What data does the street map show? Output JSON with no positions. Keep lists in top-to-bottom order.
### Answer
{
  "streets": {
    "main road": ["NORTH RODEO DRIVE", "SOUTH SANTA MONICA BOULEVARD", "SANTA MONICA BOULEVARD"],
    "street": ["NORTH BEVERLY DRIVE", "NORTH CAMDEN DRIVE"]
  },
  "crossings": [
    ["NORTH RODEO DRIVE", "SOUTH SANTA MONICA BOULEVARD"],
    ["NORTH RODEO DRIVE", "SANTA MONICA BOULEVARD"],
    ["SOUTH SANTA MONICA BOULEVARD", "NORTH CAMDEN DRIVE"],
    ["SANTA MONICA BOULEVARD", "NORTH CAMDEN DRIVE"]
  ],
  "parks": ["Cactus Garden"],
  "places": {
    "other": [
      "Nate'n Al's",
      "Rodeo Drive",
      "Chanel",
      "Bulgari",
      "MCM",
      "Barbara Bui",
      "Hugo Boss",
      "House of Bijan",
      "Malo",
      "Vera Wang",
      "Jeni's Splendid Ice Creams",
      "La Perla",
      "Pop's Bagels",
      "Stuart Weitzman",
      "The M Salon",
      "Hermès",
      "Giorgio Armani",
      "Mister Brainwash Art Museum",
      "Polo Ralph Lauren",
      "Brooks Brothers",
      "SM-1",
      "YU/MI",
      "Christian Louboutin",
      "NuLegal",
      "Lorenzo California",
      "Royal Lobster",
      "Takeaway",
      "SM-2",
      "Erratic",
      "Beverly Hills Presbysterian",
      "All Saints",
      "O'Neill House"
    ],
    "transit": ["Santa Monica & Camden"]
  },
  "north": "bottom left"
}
★ ★ ★ ★ ★
Each entry above needs to be output exactly as written.

What data does the street map show? Output JSON with no positions. Keep lists in top-to-bottom order.
### Answer
{
  "streets": {
    "main road": ["NORTH RODEO DRIVE", "SOUTH SANTA MONICA BOULEVARD", "SANTA MONICA BOULEVARD"],
    "street": ["NORTH BEVERLY DRIVE", "NORTH CAMDEN DRIVE"]
  },
  "crossings": [
    ["NORTH RODEO DRIVE", "SOUTH SANTA MONICA BOULEVARD"],
    ["NORTH RODEO DRIVE", "SANTA MONICA BOULEVARD"],
    ["SOUTH SANTA MONICA BOULEVARD", "NORTH CAMDEN DRIVE"],
    ["SANTA MONICA BOULEVARD", "NORTH CAMDEN DRIVE"]
  ],
  "parks": ["Cactus Garden"],
  "places": {
    "other": [
      "Nate'n Al's",
      "Rodeo Drive",
      "Chanel",
      "Bulgari",
      "MCM",
      "Barbara Bui",
      "Hugo Boss",
      "House of Bijan",
      "Malo",
      "Vera Wang",
      "Jeni's Splendid Ice Creams",
      "La Perla",
      "Pop's Bagels",
      "Stuart Weitzman",
      "The M Salon",
      "Hermès",
      "Giorgio Armani",
      "Mister Brainwash Art Museum",
      "Polo Ralph Lauren",
      "Brooks Brothers",
      "SM-1",
      "YU/MI",
      "Christian Louboutin",
      "NuLegal",
      "Lorenzo California",
      "Royal Lobster",
      "Takeaway",
      "SM-2",
      "Erratic",
      "Beverly Hills Presbysterian",
      "All Saints",
      "O'Neill House"
    ],
    "transit": ["Santa Monica & Camden"]
  },
  "north": "bottom left"
}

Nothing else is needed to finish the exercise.